To outsiders, the costly process may seem as slow and uneventful as watching paint dry. It has taken a long time, NHDHR special projects manager Laura S. Black admits, but she says the project is on schedule and the work has been thorough. And the end is near

After nearly four years, the NHDHR is ready to reveal the next portion of the study. The results are dramatic. Next week project architects will present digital images of the surviving puzzle pieces at public meetings in Portsmouth and Concord. The illustration shows “how it would fit together if it were put together,” says Black. She recently replaced project manager Peter Michaud who moved to another position at NHDHR..

“The building conservator and the architects have come in. Now we know what we have and the condition it is in,” Black says.

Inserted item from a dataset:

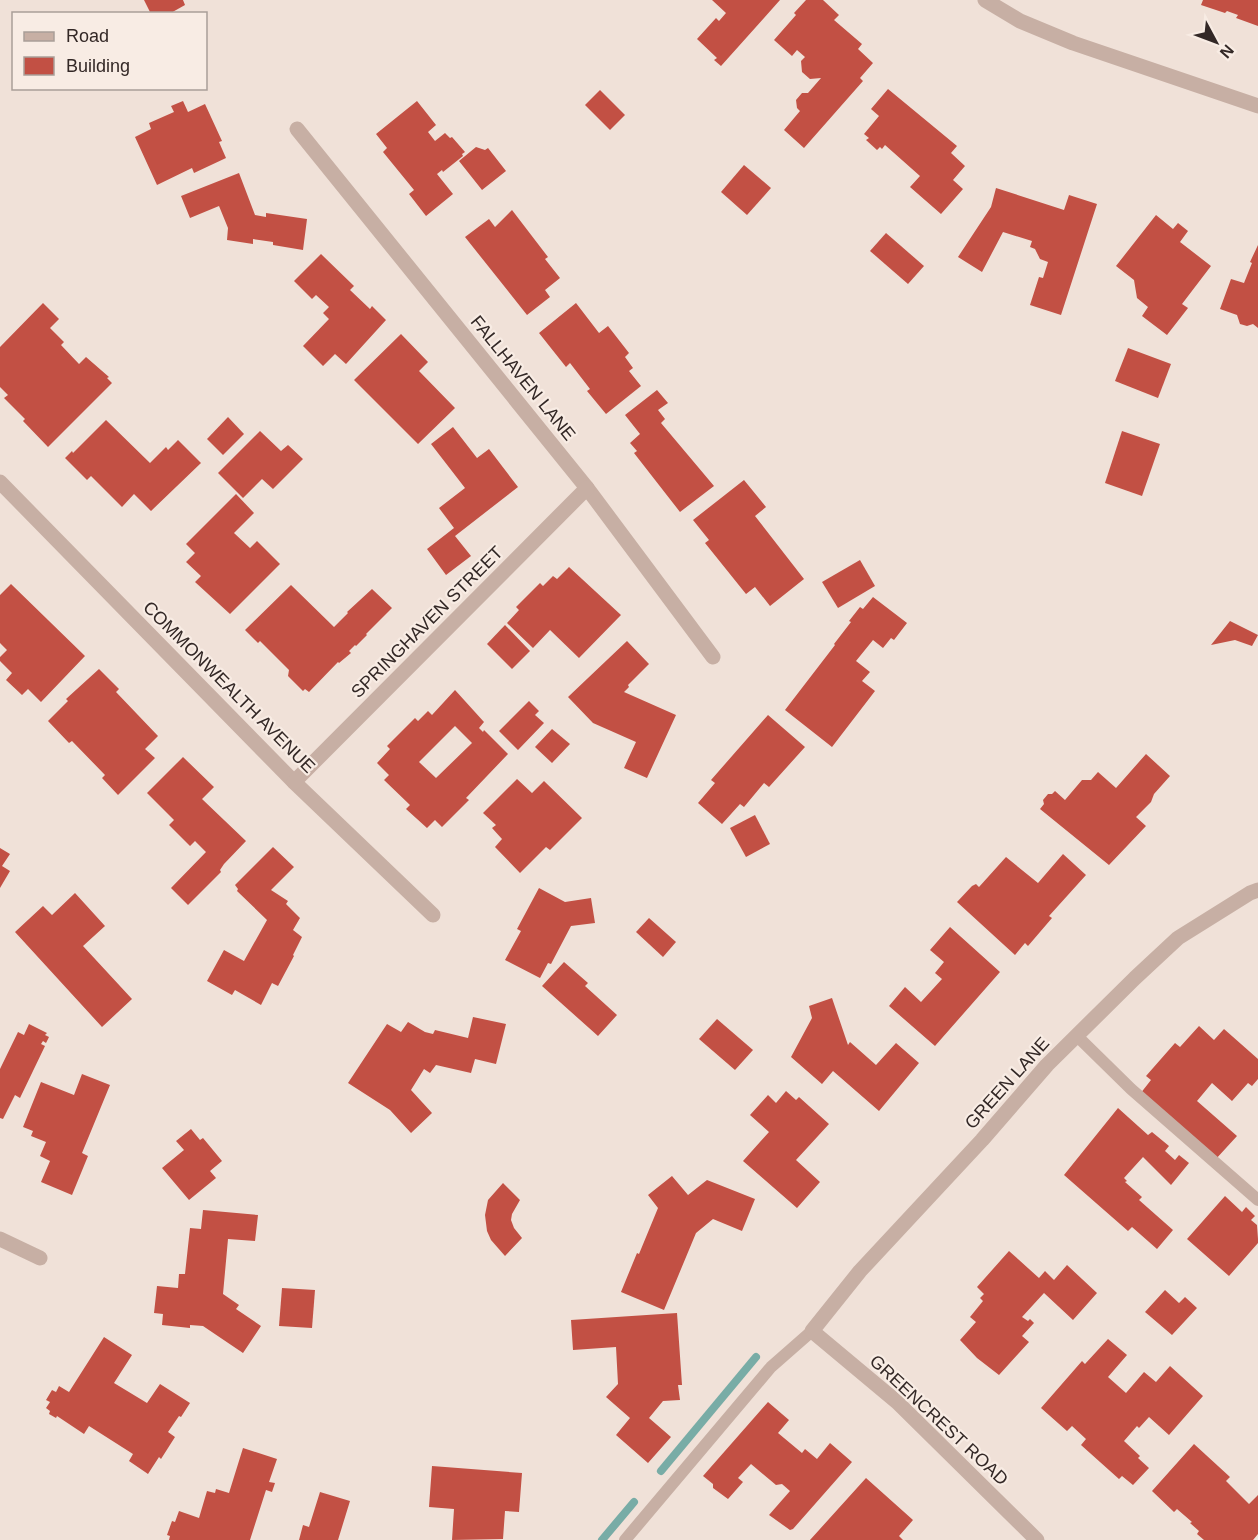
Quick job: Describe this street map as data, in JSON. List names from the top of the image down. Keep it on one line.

The illustration, created by TMS Architects of Portsmouth offers a realistic bare bones view of what we have left to work with. The results have been posted on the NHDHR Web site. Using early drawings digitized into AutoCad and a free program called Google SketchUp, the illustration has also been animated. It rotates and spins from a variety of angles.

Other “conjectural” drawings by TMS Architects show the building as historians believe it appeared during the reign of Gov. Benning Wentworth, whose restored 1760-era home at Little Harbor is among the most unique surviving colonial mansions in the nation. The architects have also imagined the building as it might appear if entirely rebuilt in Portsmouth. Another sketch shows only the surviving portion of the First State House attached to an existing modern building. A third sketch depicts only the surviving timbers reassembled like a giant TinkerToy inside a large modern building.